I think it would be better if we had a dedicated iPhone developer in the team, also because he or she would probably bring the appropriate working material with them. In fact, I personally have the theory that there are unlikely to be any open source developers in the community; all the projects I know of in this direction are Android projects. In contrast, all Geocaching projects for iOS, Cachly and Looking4Cache, are closed source and paid (or in the case of L4C, which is now free indeed, but only because it is no longer being developed). That seems to be Apple’s world: If it doesn’t make money, nobody does it. And conversely, I only know people who enter the Apple world because everything is so easy. Perhaps such (apparent!) perfection doesn’t create any incentive to build something on their own – someone will put something there for me. Funnily enough, however, it’s by no means the case that people are happy to pay for something if they don’t need to. The Gold version has only marginally more sales than Android: on both platforms, we are well below one percent of users.

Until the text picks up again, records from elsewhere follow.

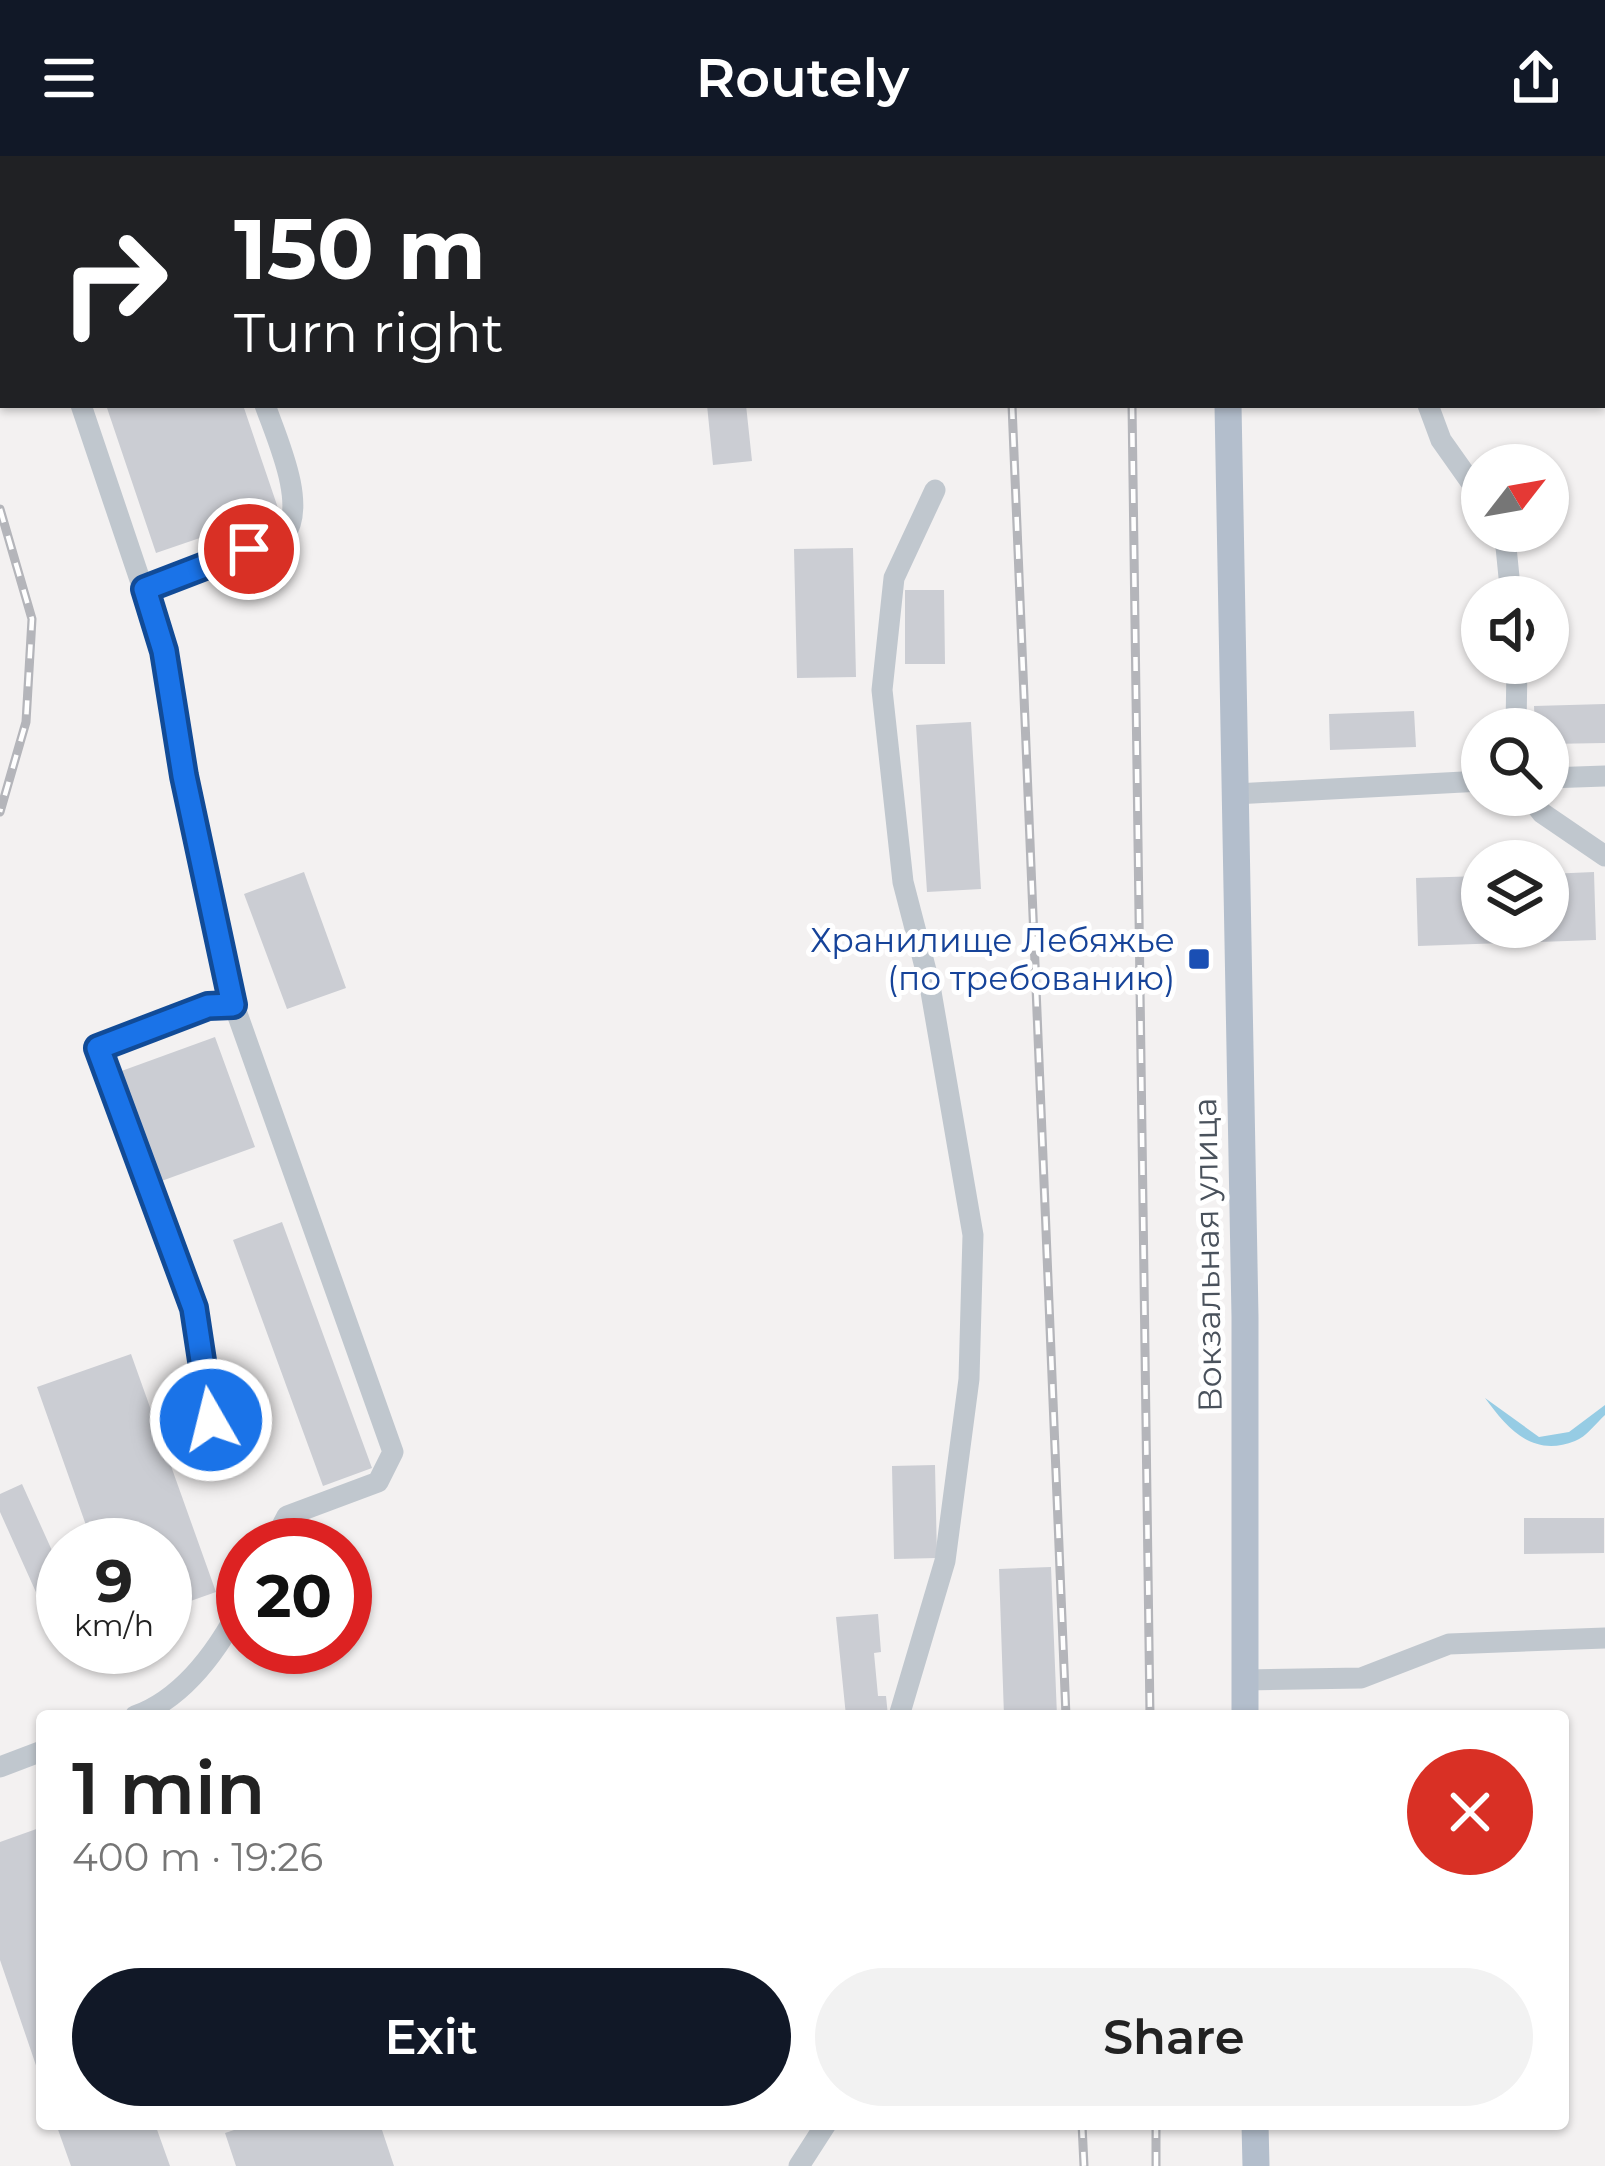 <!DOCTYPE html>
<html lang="en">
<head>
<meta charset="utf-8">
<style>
  :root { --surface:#fff; --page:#f2f2f2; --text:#222; --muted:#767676; --accent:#111827 }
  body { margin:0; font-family:Montserrat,sans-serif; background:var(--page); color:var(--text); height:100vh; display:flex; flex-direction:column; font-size:45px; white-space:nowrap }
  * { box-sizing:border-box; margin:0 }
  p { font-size:39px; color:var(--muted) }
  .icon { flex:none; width:66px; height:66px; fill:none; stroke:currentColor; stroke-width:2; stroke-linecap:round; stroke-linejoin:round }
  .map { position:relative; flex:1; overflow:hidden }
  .drawer { position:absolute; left:36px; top:1554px; width:1533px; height:420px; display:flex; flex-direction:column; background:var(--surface); border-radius:12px; box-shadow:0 3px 9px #0004 }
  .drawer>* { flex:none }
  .guide { position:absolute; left:0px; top:0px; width:1605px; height:252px; box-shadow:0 3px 9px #0004; background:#202124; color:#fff; overflow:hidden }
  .needle { width:78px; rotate:59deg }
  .buttons { position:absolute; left:1461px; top:288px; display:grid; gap:24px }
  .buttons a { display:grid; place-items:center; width:108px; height:108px; border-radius:50%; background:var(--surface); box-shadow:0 3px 9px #0004; font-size:60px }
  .speed { position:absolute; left:36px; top:1362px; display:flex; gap:24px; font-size:60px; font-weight:700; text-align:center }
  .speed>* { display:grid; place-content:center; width:156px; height:156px; border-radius:50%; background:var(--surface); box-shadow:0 3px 9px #0004; line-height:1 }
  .speed small { font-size:30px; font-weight:400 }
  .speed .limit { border:18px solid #d22; background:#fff; color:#111 }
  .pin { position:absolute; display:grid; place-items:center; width:102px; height:102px; color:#fff; margin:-51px; border:6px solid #fff; border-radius:50%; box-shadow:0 3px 12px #0007 }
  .me { position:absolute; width:132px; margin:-66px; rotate:352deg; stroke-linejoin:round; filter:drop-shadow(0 0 9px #0008) }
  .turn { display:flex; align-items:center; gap:42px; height:252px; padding:0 36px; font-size:54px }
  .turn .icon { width:156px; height:156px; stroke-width:2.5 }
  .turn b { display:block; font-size:84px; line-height:102px }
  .round { display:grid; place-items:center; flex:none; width:126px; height:126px; border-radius:63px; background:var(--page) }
  .head { display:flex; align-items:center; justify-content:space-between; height:204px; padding:0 36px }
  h1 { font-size:72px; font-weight:600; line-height:90px }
  .primary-button { display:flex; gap:24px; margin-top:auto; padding:24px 36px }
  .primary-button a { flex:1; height:138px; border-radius:72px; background:var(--accent); color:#fff; font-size:48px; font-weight:600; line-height:138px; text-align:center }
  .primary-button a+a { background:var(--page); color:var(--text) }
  header { display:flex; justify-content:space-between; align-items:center; height:156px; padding:0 36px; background:var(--accent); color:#fff; font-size:54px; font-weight:600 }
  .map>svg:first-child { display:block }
</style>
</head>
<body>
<header><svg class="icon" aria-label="menu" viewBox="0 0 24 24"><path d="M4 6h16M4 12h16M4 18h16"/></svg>Routely<svg class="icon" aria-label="share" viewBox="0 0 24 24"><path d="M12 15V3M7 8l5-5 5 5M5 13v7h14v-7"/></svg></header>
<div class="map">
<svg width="1605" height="2010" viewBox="0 0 1605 2010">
  <rect width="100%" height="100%" fill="#f3f1f1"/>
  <path fill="#96cce4" d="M1485,1242L1539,1281L1569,1276L1605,1249V1259C1596,1267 1586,1281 1575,1285C1532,1302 1507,1272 1485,1242Z"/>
  <path fill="#cbcdd3" d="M106,249H243L279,355L156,397Z
    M707,249H746L752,305L713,309Z
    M853,392L856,521L797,522L794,393Z
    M905,434H944L945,508H905Z
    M1605,548V587L1548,588V573H1535L1534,550Z
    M1414,555L1416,591L1330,594L1329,558Z
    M971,566L981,733L927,736L916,569Z
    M304,716L346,832L287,853L244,738Z
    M1594,716L1596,784L1418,790L1416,722L1482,720V771H1548V718Z
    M215,881L255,991L156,1027L116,917Z
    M282,1066L372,1312L323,1330L233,1084Z
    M131,1198L216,1436L165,1454V1389H93L37,1231Z
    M935,1309L937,1402L894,1403L892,1310Z
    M22,1328L63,1419V1456L48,1463L0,1356V1338Z
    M1524,1362H1604V1397L1524,1398Z
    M1051,1411L1057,1560H1004L999,1413Z
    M878,1458L881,1496L874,1497L878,1540H886L888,1560H846L836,1461Z
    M42,1671V1924H41L0,1804V1686Z
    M56,1968H155L170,2010H71Z
    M252,1968H380L394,2010H236L225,1977Z"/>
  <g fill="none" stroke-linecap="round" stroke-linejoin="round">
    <path stroke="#c0c7ce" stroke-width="21" d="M179,0L180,3
      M0,25L3,33
      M1602,137L1605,136
      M81,249L164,495L184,620L234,849
      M1428,249L1441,284L1482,342
      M1499,375L1506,391L1511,441
      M145,433L284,380C308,350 277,283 265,249
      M1516,573L1517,507
      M1548,622L1605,620
      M1235,638L1482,625
      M1528,639L1542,657L1605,700
      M211,1264L194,1152L98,892L208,850L234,849L393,1296L378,1326L287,1360L272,1389
      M1245,1524L1361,1522L1449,1488L1605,1482
      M135,1560C185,1542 220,1491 243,1446
      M899,1560L945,1405L969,1223L973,1079L930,830L903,726L882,534L894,422L935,334
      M0,1611L42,1595
      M799,2010L826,1968"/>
    <path stroke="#b3becc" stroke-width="27" d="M1224,0V3
      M1228,249L1245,1161V1560
      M1255,1968L1256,2010"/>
    <defs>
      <path id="rail" d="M988,0V3
        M1129,0V3
        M1012,249L1066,1560
        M1132,249L1150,1560
        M0,353L32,463L26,566L0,656
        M1082,1968L1084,2010
        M1156,1968V2010"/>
    </defs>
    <use href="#rail" stroke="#b4b5ba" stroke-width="9"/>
    <use href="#rail" stroke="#fff" stroke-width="4.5" stroke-dasharray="14" stroke-linecap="butt"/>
  </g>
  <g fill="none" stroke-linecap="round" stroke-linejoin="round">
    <defs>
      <path id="route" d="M211,1264L194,1152L98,892L208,850L233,849L184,620L164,495L145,433L249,393"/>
    </defs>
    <use href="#route" stroke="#114b97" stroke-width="30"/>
    <use href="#route" stroke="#1a73e8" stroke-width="21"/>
  </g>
  <rect fill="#1a4fb4" stroke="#fff" stroke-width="4.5" x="1187" y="791" width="24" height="24" rx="6"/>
  <g text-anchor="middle" stroke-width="10" stroke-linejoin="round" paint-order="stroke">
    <g font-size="33" fill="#164399" stroke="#fff" text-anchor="end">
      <text x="1175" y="796">Хранилище Лебяжье<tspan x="1175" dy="38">(по требованию)</tspan></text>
    </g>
    <g font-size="33" fill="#4a525c" stroke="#fff">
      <text transform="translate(1207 1099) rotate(-91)" y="12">Вокзальная улица</text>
    </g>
  </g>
</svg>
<div class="buttons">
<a><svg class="needle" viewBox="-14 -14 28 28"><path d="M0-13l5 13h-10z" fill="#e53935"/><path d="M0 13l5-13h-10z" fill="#767676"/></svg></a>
<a><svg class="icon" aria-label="sound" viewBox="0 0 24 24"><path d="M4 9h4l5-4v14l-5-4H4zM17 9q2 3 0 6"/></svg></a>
<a><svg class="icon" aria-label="search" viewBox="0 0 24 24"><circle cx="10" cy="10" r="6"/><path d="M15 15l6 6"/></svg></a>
<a><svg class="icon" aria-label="layers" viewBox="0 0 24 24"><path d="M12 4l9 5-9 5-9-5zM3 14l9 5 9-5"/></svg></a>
</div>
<div class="speed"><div>9<small>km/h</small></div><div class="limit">20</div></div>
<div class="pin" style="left:249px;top:393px;background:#d93025"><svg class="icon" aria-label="arrive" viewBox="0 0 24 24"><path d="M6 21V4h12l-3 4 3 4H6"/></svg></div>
<svg class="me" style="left:211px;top:1264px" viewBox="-20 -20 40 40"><circle r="17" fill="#1a73e8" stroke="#fff" stroke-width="3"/><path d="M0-11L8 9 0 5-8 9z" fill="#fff"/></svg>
<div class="guide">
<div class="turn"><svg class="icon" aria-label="right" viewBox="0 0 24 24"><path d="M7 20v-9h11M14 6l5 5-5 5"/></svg><div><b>150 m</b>Turn right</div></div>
</div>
<section class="drawer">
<div class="head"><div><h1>1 min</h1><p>400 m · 19:26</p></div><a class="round" style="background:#d93025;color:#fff"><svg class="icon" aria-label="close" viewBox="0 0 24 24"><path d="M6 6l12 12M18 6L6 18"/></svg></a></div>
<div class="primary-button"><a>Exit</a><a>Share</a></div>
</section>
</div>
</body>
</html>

I don’t want to send you home in such a strange mood, especially because you seem to have been reading along for so long. In general, I just want to say that I think the current version is really great. That my team and I have managed over the last four years to provide an incredibly powerful and highly professional software for all Geocachers free of charge and open source. A tool that should leave no wish open. I’m a really proud daddy who often just opens his baby and gently swipes through his many tools. It makes me happy every time that we have made it this far against all odds. Who would have thought that four years ago?